▸ Assignment:
From the entries below, count the lines holding the word "their" and give nothing but the number.
Data extract Start Marker
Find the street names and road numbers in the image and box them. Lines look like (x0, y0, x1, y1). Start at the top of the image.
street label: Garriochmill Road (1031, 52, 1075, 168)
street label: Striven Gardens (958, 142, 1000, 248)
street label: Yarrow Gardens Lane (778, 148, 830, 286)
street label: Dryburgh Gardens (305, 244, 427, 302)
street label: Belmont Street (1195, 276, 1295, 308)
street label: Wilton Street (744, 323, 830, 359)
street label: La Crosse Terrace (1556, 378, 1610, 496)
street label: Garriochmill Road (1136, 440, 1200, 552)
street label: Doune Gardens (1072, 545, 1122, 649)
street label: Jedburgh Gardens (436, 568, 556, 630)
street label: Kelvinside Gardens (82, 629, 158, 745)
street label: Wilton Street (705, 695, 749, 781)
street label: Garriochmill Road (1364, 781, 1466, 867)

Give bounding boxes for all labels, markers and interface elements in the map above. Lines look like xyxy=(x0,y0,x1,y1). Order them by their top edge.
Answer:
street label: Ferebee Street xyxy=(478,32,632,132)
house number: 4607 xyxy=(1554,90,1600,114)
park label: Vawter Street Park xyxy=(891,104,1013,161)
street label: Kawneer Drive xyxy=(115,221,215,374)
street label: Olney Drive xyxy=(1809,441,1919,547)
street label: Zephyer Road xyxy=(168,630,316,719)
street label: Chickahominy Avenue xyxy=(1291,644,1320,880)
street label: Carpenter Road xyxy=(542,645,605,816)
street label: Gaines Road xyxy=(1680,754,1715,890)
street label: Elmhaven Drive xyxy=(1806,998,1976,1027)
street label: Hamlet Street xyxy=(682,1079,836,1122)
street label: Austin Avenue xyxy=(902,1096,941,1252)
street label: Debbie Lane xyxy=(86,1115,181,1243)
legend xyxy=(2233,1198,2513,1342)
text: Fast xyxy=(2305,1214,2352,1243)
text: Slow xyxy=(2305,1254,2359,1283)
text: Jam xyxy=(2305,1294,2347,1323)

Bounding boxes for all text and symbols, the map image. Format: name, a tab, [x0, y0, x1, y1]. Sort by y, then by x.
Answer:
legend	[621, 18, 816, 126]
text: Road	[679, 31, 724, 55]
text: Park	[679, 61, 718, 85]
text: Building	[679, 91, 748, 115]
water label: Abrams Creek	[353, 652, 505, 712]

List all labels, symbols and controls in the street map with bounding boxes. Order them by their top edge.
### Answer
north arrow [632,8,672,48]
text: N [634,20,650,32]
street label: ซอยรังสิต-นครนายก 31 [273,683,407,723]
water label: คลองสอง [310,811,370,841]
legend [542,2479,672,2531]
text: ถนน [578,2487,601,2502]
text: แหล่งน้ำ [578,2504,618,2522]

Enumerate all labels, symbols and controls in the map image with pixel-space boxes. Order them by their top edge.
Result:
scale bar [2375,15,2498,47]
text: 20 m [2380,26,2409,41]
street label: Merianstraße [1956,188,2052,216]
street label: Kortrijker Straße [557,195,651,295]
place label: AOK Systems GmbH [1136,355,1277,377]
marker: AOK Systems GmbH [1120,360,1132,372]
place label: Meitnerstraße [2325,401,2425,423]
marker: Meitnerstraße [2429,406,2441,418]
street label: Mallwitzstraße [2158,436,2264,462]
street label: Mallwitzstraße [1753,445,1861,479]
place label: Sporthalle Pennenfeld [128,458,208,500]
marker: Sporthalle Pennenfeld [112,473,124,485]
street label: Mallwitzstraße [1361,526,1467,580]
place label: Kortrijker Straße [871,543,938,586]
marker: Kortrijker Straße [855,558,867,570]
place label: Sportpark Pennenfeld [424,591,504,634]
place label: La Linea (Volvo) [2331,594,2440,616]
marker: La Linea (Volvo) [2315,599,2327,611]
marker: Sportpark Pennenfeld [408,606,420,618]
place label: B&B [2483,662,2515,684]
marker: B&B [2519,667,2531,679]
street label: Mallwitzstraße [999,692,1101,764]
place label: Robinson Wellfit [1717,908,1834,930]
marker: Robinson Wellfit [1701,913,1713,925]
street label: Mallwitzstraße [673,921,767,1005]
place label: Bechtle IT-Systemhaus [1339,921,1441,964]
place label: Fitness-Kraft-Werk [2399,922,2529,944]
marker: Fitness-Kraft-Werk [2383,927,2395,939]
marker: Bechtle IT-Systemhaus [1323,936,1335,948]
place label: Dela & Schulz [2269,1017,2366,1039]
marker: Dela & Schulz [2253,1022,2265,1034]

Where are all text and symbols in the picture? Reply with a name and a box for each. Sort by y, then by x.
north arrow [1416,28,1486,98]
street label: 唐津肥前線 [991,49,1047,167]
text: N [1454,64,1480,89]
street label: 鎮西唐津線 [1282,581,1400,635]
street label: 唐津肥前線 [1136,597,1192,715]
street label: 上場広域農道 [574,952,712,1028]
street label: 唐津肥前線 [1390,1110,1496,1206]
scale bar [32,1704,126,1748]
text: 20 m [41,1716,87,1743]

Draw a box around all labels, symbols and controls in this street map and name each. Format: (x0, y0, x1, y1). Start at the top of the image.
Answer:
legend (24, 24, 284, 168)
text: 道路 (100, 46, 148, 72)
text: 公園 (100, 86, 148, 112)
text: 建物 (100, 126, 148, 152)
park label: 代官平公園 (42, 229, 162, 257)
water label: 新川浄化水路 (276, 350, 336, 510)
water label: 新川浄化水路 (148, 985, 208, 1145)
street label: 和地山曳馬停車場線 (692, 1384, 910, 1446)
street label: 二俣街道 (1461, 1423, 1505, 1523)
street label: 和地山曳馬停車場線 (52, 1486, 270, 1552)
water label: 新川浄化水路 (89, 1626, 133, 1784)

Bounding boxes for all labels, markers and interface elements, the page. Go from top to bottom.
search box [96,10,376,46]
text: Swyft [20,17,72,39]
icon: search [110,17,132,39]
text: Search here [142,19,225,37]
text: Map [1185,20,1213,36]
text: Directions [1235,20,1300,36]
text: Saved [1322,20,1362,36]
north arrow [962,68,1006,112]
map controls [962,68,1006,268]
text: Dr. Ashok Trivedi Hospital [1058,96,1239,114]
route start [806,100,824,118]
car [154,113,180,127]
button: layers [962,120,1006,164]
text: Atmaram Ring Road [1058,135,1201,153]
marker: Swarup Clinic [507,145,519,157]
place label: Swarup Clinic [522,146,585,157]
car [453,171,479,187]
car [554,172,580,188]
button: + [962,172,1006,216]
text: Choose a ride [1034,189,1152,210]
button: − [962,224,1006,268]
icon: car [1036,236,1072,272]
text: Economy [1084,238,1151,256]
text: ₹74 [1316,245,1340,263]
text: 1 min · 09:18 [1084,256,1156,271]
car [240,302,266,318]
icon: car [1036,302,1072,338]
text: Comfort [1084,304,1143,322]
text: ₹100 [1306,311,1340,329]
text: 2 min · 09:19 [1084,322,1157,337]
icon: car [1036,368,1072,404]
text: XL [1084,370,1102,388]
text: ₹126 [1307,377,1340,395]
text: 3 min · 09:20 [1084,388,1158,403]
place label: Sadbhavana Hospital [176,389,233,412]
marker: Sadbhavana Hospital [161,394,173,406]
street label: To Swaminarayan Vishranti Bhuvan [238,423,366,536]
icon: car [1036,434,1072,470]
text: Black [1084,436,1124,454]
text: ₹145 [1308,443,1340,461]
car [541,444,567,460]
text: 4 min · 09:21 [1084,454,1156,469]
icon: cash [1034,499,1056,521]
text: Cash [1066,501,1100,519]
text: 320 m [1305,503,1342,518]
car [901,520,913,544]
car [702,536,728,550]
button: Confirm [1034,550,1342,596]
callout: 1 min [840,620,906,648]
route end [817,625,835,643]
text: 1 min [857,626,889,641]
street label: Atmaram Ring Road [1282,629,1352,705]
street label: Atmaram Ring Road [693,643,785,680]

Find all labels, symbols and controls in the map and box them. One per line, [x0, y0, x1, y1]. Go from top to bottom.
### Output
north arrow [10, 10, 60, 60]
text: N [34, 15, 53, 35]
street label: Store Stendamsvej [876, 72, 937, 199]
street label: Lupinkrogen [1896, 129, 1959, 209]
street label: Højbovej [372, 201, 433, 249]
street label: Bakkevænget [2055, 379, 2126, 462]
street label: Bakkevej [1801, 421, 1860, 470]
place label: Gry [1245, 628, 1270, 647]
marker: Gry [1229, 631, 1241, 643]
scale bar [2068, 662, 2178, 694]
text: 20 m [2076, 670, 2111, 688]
Data extract End Marker
▸ Answer for the task:
3